YOUR INSTRUCTIONS:
Your task is to copy each line in the listing that includes the word "Buchholzstraße".

------ DATA EXCERPTS ------

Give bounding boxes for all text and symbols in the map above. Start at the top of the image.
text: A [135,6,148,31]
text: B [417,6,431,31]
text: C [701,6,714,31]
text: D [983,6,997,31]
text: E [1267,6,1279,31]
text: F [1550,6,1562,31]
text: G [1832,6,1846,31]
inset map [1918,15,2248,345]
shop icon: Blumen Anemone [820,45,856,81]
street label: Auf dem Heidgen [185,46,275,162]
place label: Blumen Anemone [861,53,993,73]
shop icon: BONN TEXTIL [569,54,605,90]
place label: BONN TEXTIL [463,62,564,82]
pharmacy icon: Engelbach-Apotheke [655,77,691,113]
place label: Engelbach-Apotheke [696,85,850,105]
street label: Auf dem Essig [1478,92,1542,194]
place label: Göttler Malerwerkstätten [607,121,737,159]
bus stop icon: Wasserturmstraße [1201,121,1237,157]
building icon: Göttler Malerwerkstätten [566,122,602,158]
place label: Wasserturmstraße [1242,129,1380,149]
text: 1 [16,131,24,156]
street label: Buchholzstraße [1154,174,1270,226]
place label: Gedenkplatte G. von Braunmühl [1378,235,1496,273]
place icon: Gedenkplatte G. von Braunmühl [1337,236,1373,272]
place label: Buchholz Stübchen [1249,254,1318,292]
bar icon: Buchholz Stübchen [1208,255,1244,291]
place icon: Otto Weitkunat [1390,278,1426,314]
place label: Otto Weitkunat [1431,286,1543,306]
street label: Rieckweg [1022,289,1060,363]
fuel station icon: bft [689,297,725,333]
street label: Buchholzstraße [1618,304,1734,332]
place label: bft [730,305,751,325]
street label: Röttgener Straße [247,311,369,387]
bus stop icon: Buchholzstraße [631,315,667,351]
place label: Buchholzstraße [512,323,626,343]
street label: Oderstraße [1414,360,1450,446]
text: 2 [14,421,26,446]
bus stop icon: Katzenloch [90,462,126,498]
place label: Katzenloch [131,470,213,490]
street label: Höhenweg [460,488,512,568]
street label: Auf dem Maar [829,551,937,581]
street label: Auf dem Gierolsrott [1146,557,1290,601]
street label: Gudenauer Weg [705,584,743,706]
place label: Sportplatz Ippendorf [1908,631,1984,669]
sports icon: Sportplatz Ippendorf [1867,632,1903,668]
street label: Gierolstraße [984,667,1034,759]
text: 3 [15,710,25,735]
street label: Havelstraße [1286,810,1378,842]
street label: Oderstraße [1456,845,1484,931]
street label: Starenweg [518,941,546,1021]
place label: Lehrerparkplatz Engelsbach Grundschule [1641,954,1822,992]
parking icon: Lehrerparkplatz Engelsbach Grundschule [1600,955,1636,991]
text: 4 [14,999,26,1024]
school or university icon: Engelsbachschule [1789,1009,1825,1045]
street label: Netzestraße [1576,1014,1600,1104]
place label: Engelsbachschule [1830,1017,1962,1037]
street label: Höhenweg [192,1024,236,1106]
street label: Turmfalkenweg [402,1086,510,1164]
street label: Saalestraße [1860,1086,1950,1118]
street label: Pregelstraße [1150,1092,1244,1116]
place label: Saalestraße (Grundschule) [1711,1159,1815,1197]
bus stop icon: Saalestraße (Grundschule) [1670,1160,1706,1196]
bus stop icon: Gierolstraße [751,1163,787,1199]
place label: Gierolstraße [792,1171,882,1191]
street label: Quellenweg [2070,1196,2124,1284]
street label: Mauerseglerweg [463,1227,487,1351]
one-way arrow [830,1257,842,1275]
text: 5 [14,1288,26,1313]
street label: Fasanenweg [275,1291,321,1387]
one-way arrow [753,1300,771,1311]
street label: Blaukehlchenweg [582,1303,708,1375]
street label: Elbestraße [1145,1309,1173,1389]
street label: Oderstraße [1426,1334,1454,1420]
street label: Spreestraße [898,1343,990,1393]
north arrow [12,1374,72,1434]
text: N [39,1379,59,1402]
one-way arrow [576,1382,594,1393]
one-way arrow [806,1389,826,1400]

------

ANSWER BOX:
street label: Buchholzstraße [1154,174,1270,226]
street label: Buchholzstraße [1618,304,1734,332]
bus stop icon: Buchholzstraße [631,315,667,351]
place label: Buchholzstraße [512,323,626,343]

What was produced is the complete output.